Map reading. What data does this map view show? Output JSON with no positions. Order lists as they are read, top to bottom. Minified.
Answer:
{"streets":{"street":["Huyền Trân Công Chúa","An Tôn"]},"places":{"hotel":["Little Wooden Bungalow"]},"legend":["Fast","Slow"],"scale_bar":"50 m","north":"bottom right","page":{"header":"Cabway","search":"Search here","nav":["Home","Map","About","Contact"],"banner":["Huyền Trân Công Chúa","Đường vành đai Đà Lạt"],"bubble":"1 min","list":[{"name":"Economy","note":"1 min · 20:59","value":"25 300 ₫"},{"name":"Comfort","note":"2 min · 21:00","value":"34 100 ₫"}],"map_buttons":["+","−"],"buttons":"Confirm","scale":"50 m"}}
--------
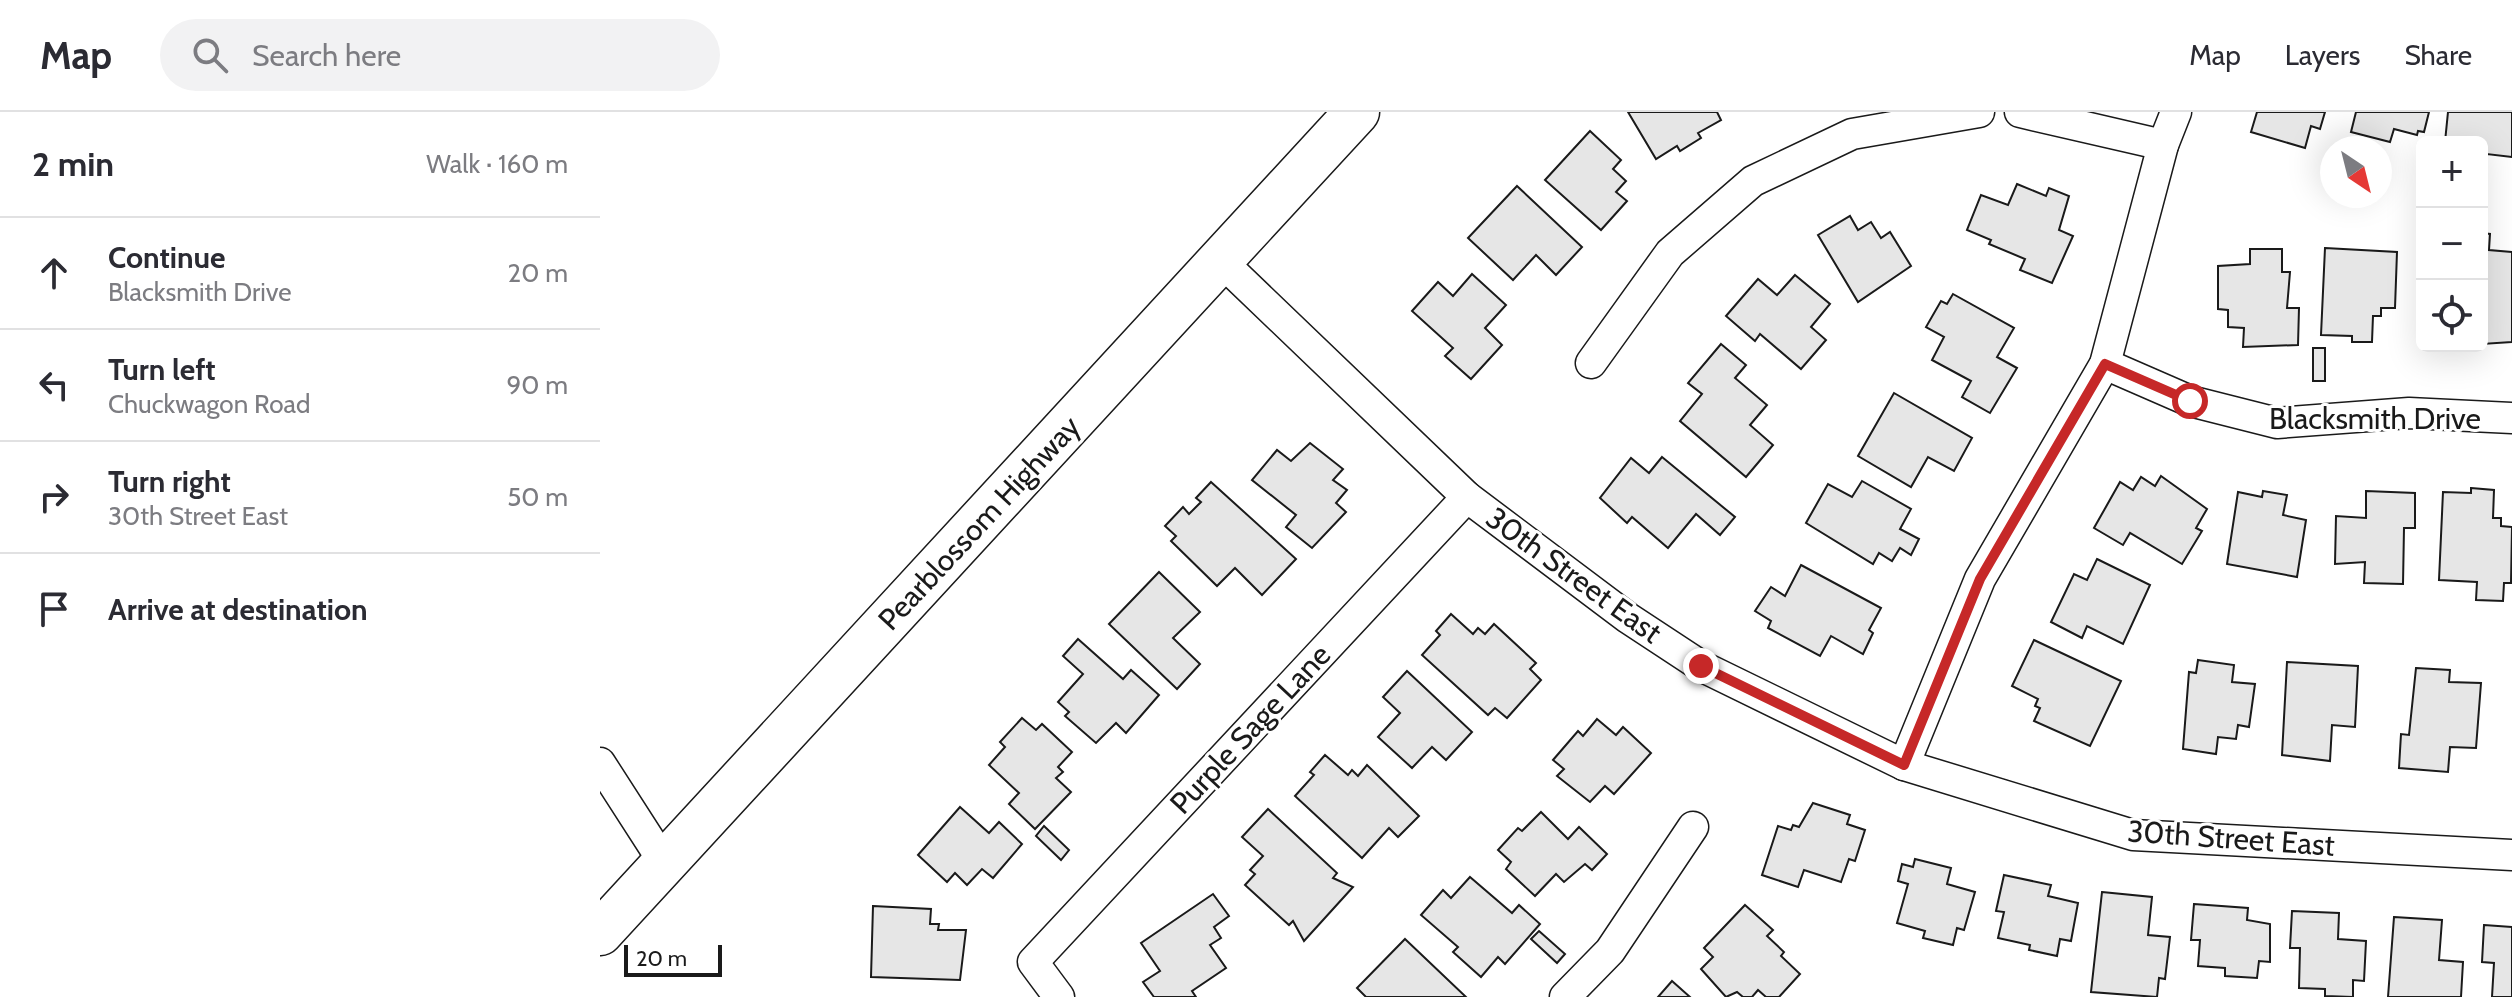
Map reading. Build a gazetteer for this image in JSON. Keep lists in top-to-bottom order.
--------
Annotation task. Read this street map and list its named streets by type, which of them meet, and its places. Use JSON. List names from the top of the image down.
--------
Problem to solve —
Report each line of the listing above that uses the word "lists".

Response to the exercise —
Map reading. What data does this map view show? Output JSON with no positions. Order lists as they are read, top to bottom. Minified.
Map reading. Build a gazetteer for this image in JSON. Keep lists in top-to-bottom order.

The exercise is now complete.